Tra i primi a intervenire i vigili del fuoco di Civitavecchia, allertati per un soccorso a persona all’interno dello scalo ferroviario. Sul posto è giunto anche il personale sanitario del 118, ma per il ragazzo non c’era ormai più nulla da fare: il medico ha potuto soltanto constatarne il decesso.

La vittima è stata identificata come Andrea Minervino, 26 anni. Secondo una prima ricostruzione, ancora al vaglio degli inquirenti, il giovane sarebbe caduto dalla banchina del terzo binario finendo sotto il treno regionale 4511 Grosseto–Roma, diretto verso la Capitale.

Binari chiusi e traffico ferroviario sospeso

Per consentire le operazioni di soccorso e i rilievi, il secondo e il terzo binario sono stati immediatamente chiusi al traffico. La circolazione ferroviaria lungo la linea è stata sospesa per diverse ore, con inevitabili disagi e rallentamenti sia per i treni regionali sia per quelli a lunga percorrenza.

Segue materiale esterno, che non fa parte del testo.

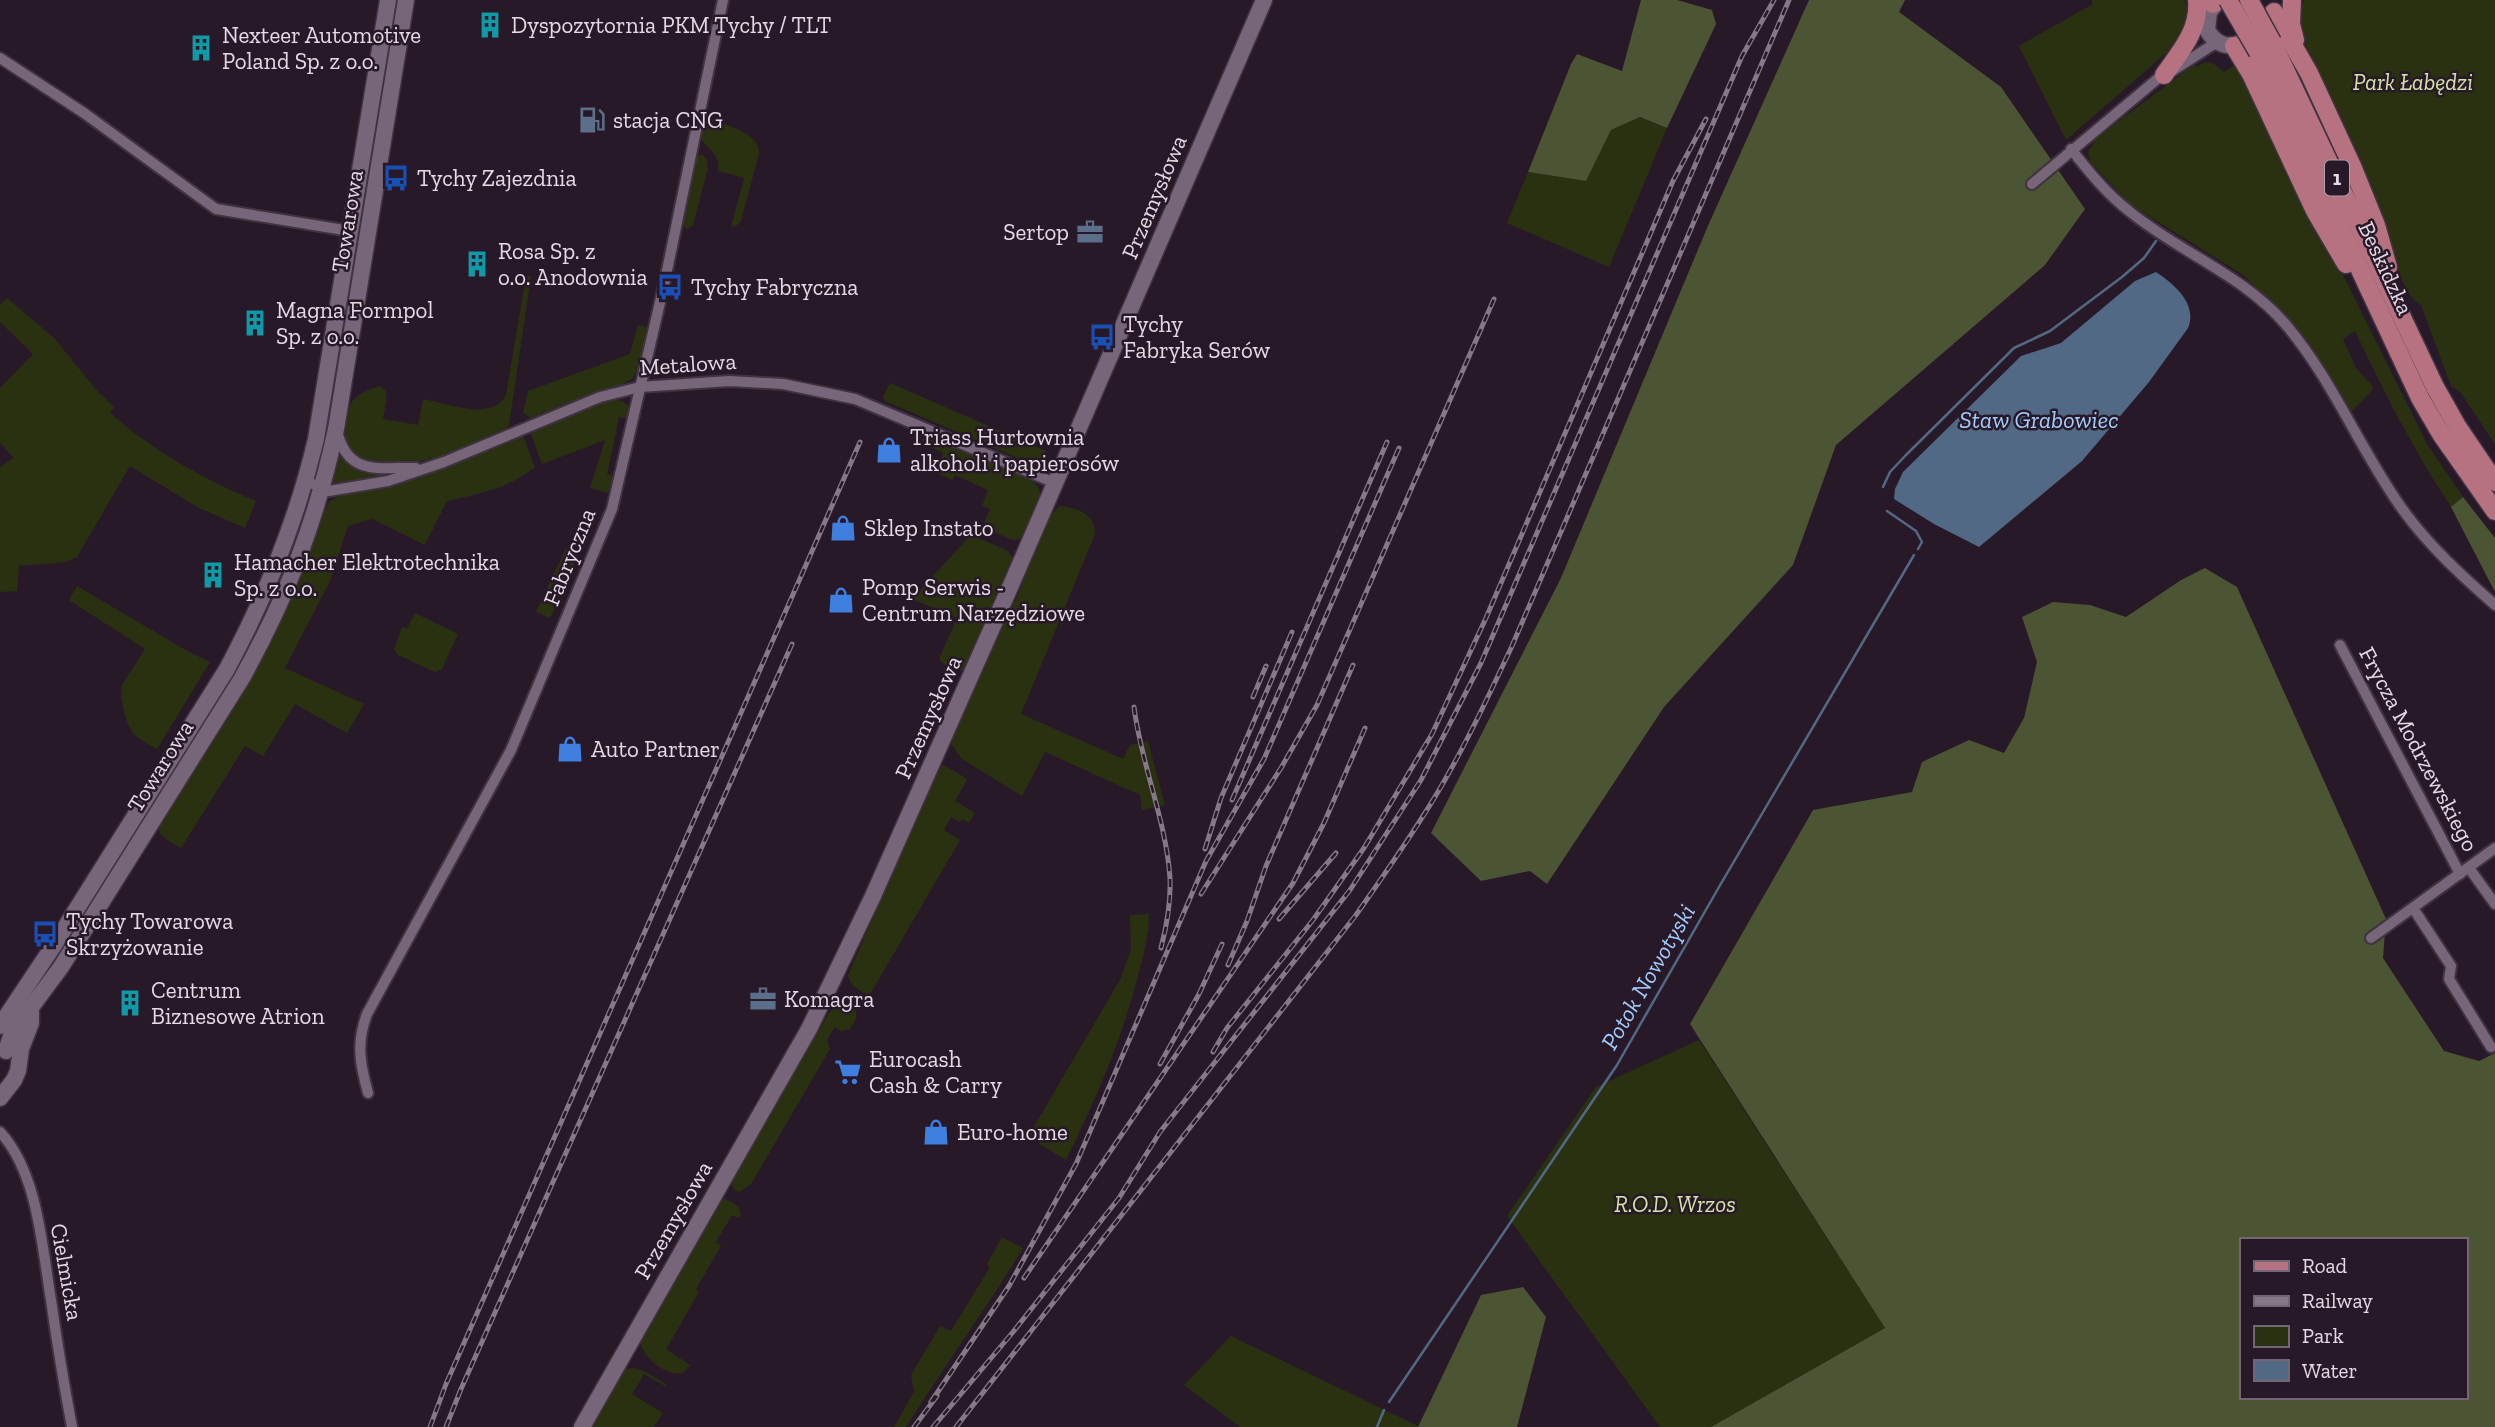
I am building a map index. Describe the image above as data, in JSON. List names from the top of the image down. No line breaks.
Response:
{"streets":{"main road":["1","Beskidzka"],"street":["Przemysłowa","Towarowa","Metalowa","Fabryczna","Frycza Modrzewskiego","Cielmicka"]},"crossings":[["Przemysłowa","Metalowa"],["Towarowa","Metalowa"],["Metalowa","Fabryczna"]],"water":["Staw Grabowiec","Potok Nowotyski"],"parks":["Park Łabędzi","R.O.D. Wrzos"],"places":{"building":["Dyspozytornia PKM Tychy / TLT","Nexteer Automotive Poland Sp. z o.o.","Rosa Sp. z o.o. Anodownia","Magna Formpol Sp. z o.o.","Hamacher Elektrotechnika Sp. z o.o.","Centrum Biznesowe Atrion"],"fuel station":["stacja CNG"],"bus stop":["Tychy Zajezdnia","Tychy Fabryczna","Tychy Fabryka Serów","Tychy Towarowa Skrzyżowanie"],"office":["Sertop","Komagra"],"shop":["Triass Hurtownia alkoholi i papierosów","Sklep Instato","Pomp Serwis - Centrum Narzędziowe","Auto Partner","Euro-home"],"supermarket":["Eurocash Cash & Carry"]},"legend":["Road","Railway","Park","Water"]}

Sul posto è intervenuto anche il personale della Polizia Ferroviaria, incaricato di effettuare gli accertamenti necessari a chiarire l’esatta dinamica dell’accaduto.

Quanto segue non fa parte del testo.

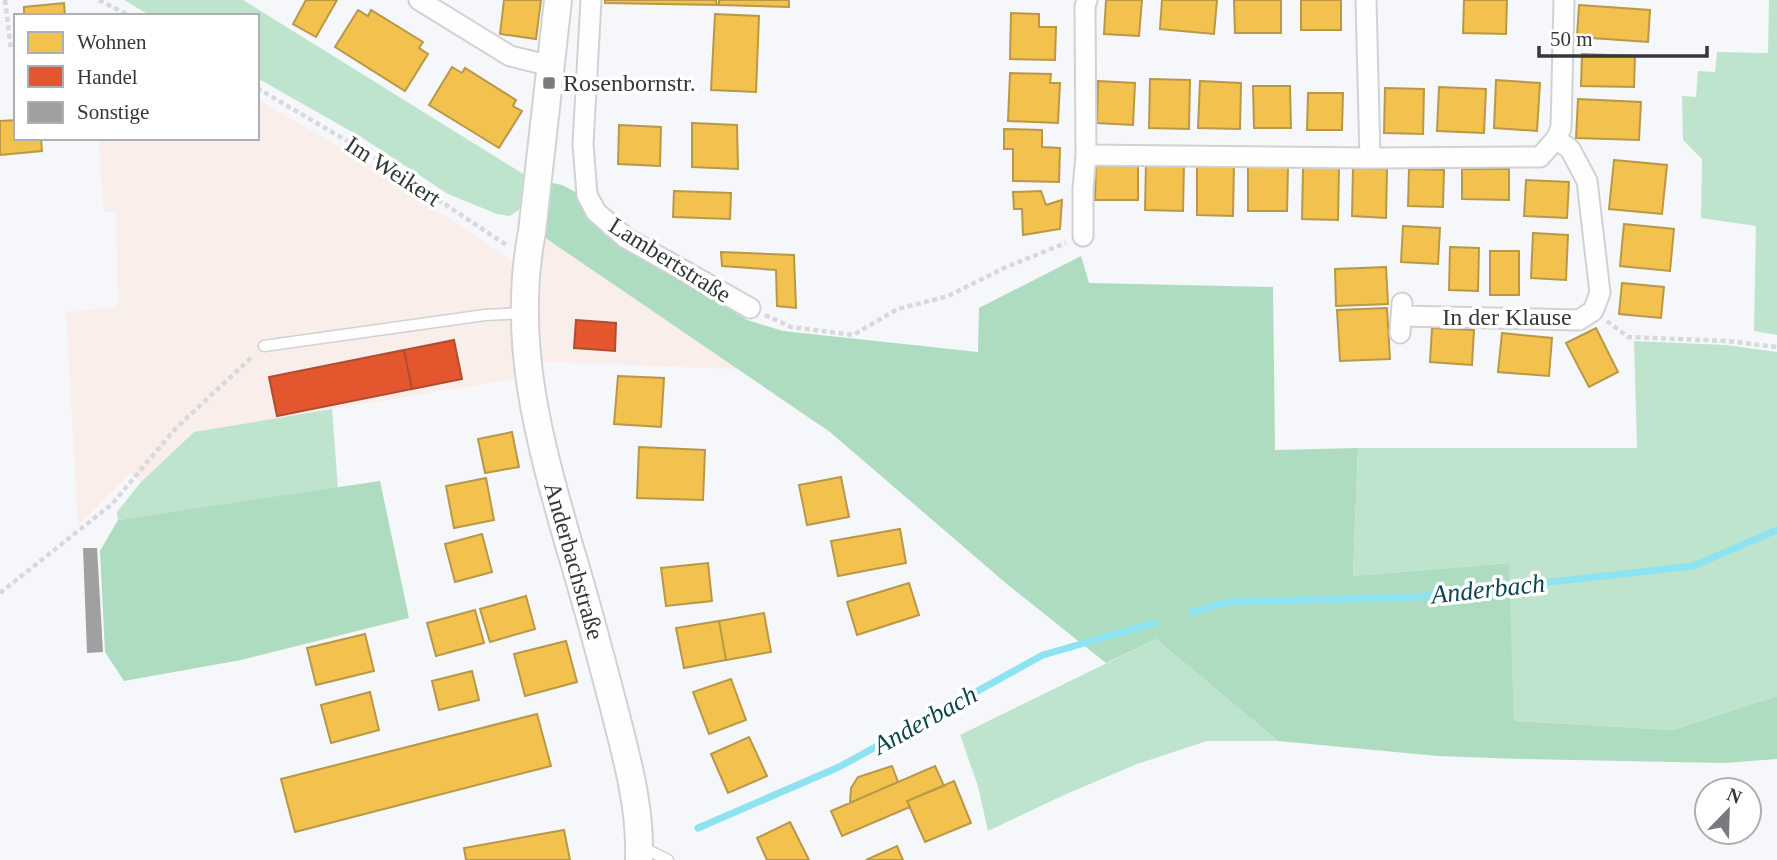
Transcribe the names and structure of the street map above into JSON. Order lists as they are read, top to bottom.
{
  "streets": {
    "main road": ["Anderbachstraße"],
    "street": ["Lambertstraße", "In der Klause"],
    "path": ["Im Weikert"]
  },
  "crossings": [
    ["Im Weikert", "Anderbachstraße"]
  ],
  "water": ["Anderbach"],
  "places": {
    "transit": ["Rosenbornstr."]
  },
  "legend": ["Wohnen", "Handel", "Sonstige"],
  "scale_bar": "50 m",
  "north": "top right"
}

Un dolore che interroga la comunità

Le circostanze della tragedia sono ancora oggetto di indagine. Al momento non si esclude alcuna ipotesi, compresa quella di un gesto volontario, che – se confermata – riporterebbe drammaticamente al centro il tema del disagio giovanile, spesso silenzioso e difficile da intercettare.

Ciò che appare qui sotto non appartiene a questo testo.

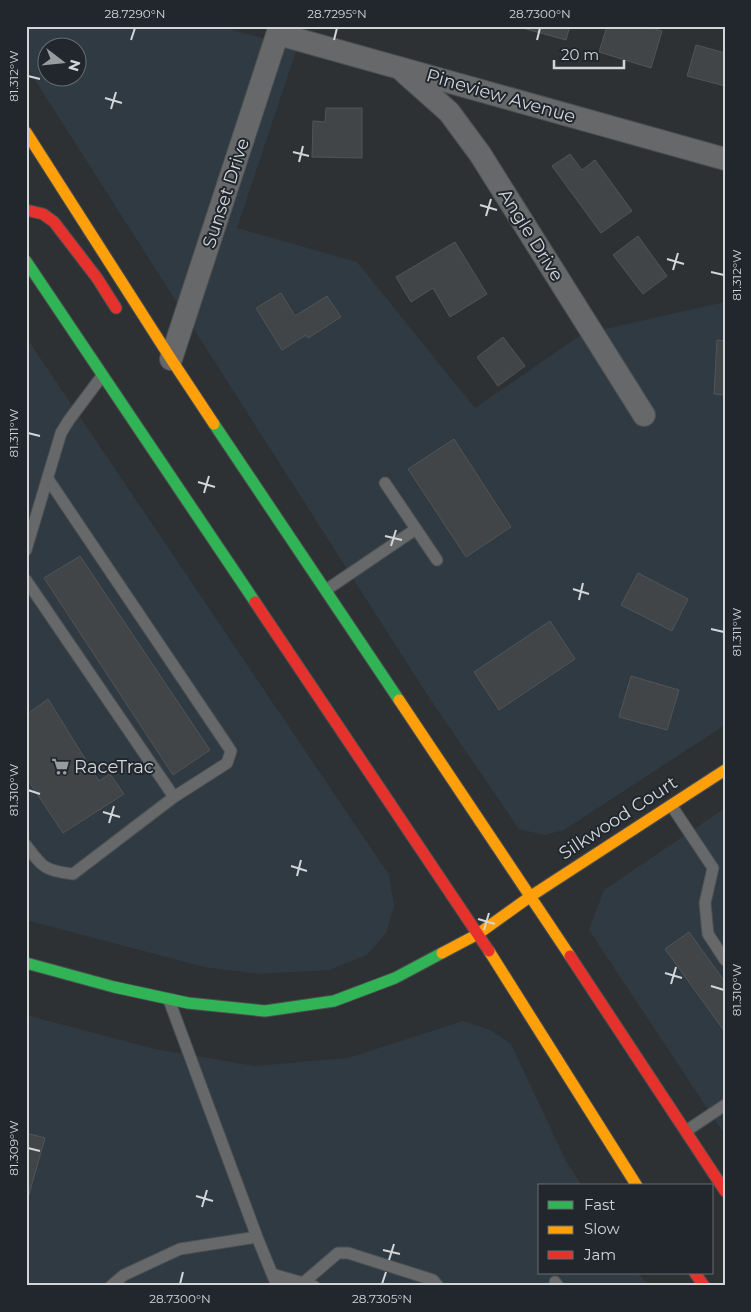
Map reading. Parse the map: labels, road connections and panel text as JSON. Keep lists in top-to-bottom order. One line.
{"streets":{"main road":["Silkwood Court"],"street":["Pineview Avenue","Sunset Drive","Angle Drive"]},"crossings":[["Pineview Avenue","Sunset Drive"],["Pineview Avenue","Angle Drive"]],"places":{"supermarket":["RaceTrac"]},"legend":["Fast","Slow","Jam"],"scale_bar":"20 m","north":"right","coordinates":["28.7290°N","28.7295°N","28.7300°N","81.312°W","81.311°W","81.310°W","81.309°W","28.7305°N"]}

Un dolore che va oltre il fatto di cronaca e che interroga la comunità tutta: famiglie, istituzioni, scuola e servizi sociali. Episodi come questo ricordano quanto sia fondamentale non lasciare soli i più giovani, offrire spazi di ascolto, sostegno e prevenzione, prima che il disagio diventi irreversibile.

Indagini in corso

Le autorità competenti proseguono gli accertamenti per ricostruire con precisione quanto accaduto. Nel frattempo, Civitavecchia si stringe in un silenzioso cordoglio, segnato dallo sgomento e da una domanda che resta sospesa: come riconoscere, in tempo, il dolore di chi fatica a chiedere aiuto.